Apple's Revenge: iMessage Might Eat Your Texts If You Switch To Android
redletterdave (2493036) writes "When my best friend upgraded from an iPhone 4S to a Galaxy S4, I texted her hello. Unfortunately, she didn't get that text, nor any of the five I sent in the following three days. My iPhone didn't realize she was now an Android user and sent all my texts via iMessage. It wasn't until she called me about going to brunch that I realized she wasn't getting my text messages. What I thought was just a minor bug is actually a much larger problem. One that, apparently, Apple has no idea how to fix. Apple said the company is aware of the situation, but it's not sure how to solve it. One Apple support person said: 'This is a problem a lot of people are facing. The engineering team is working on it but is apparently clueless as to how to fix it. There are no reliable solutions right now — for some people the standard fixes work immediately; many others are in my boat.'"
to return back to the flock to receive your iMessages again.
Clearly the fix is for the sending party to also switch to android.
My experience is that if an iPhone is unable to send an iMessage (shows as blue), it automatically falls back to text message after 5 minutes (shows as green). After a few of these in a row, it defaults to text message until the iMessage connection can be re-established with the other endpoint. (Of course, this option can be turned off if you prefer to use only iMessages, at which point it's not going to be allowed it to fall back.)
http://support.apple.com/kb/ts5185
Seems one just needs to deactivate iMessage before getting rid of their device.
Ok, this is stupid.
I recently switched from iPhone, and had text messages still going to my iPad. A simple google search revealed pages like:
https://discussions.apple.com/thread/5450235
And many other such solutions.
That requires having or borrowing an iphone or ipad (Basically, go to settings, iMessage, login with you apple id then tell it not to use iMessage for your phone number).
According to:
http://www.imore.com/text-issues-switching-iphone-android-heres-fix
You can call 1-800-MY-APPLE and have them do it.
Not sure if this works but the easy fix seems to be that you change your Apple password. Then the iMessage app can't authenticate and dumps your messages back to SMS.

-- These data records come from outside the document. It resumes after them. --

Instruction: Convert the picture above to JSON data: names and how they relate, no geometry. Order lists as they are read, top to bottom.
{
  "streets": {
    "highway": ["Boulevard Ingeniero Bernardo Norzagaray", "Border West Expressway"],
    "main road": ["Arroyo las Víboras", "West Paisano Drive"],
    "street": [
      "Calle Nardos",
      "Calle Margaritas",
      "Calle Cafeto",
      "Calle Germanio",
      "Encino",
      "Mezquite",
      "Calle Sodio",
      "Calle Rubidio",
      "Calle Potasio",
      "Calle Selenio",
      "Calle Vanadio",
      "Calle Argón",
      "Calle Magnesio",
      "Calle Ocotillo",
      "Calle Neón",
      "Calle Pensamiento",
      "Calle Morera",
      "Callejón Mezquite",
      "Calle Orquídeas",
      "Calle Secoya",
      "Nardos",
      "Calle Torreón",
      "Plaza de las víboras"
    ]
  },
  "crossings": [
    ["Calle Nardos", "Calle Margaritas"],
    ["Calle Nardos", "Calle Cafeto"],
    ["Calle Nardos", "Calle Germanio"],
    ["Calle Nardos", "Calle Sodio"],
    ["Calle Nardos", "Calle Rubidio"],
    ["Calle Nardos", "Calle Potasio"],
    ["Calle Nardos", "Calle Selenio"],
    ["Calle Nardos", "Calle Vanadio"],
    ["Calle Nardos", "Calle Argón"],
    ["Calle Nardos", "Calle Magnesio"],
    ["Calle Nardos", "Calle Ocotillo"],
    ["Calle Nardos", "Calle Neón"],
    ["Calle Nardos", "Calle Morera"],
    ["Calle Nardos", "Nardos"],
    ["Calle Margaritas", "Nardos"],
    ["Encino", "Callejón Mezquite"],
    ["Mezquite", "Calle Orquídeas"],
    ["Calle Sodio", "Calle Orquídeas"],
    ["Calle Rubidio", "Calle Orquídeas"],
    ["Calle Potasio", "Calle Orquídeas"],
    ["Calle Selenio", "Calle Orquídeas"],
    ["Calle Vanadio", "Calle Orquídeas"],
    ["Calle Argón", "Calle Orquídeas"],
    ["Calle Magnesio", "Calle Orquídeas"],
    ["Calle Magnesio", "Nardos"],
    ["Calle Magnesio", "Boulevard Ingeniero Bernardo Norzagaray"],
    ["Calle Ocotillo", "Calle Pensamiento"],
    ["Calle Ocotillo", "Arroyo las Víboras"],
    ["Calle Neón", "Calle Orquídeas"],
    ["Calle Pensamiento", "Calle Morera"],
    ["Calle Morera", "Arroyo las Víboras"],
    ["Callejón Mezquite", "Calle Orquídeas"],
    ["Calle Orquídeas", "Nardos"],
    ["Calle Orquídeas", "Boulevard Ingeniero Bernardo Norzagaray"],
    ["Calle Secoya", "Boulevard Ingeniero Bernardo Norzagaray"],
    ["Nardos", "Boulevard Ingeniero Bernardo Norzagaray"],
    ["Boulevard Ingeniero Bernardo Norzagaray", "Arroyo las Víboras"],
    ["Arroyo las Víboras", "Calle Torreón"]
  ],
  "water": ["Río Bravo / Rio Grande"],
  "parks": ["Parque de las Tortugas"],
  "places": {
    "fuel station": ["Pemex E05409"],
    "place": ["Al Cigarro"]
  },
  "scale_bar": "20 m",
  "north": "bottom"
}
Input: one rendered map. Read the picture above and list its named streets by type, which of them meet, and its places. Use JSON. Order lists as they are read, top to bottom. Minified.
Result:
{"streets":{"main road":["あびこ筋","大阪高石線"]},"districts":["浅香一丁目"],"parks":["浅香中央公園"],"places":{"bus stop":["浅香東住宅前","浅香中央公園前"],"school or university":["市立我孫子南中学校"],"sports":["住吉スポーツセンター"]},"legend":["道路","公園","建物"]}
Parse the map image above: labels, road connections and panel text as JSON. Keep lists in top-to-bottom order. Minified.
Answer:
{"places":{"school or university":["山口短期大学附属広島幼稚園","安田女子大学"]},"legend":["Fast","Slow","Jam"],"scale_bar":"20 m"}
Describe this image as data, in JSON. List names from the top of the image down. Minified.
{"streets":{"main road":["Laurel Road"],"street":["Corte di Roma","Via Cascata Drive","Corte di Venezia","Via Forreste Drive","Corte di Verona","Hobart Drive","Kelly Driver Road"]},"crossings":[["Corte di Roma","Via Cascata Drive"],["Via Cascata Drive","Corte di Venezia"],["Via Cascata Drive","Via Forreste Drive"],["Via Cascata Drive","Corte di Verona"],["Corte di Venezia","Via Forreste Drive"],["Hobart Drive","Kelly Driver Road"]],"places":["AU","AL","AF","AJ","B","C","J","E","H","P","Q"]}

Going to https://supportprofile.apple.c... and making sure my old phone was removed was what eventually fixed this for me. Just putting the SIM back in and turning off iMessage did not fix it.
It was a while ago, so it's possible this might not be the exact right location; but, I do know that it was "removing registered devices" that I did. This seems right.
IIRC this is actually an issue with the sending devices not being aware that the target contact no longer has iMessage enabled.
It's trickier than it seems because iMessage will route to your Mac, iPad, and iPhone. It doesn't know if you just haven't signed in recently or if you're gone forever. If I read a message on my Mac, it is a successful delivery, even if I tossed my iPhone in a lake and swore off cell phones forever.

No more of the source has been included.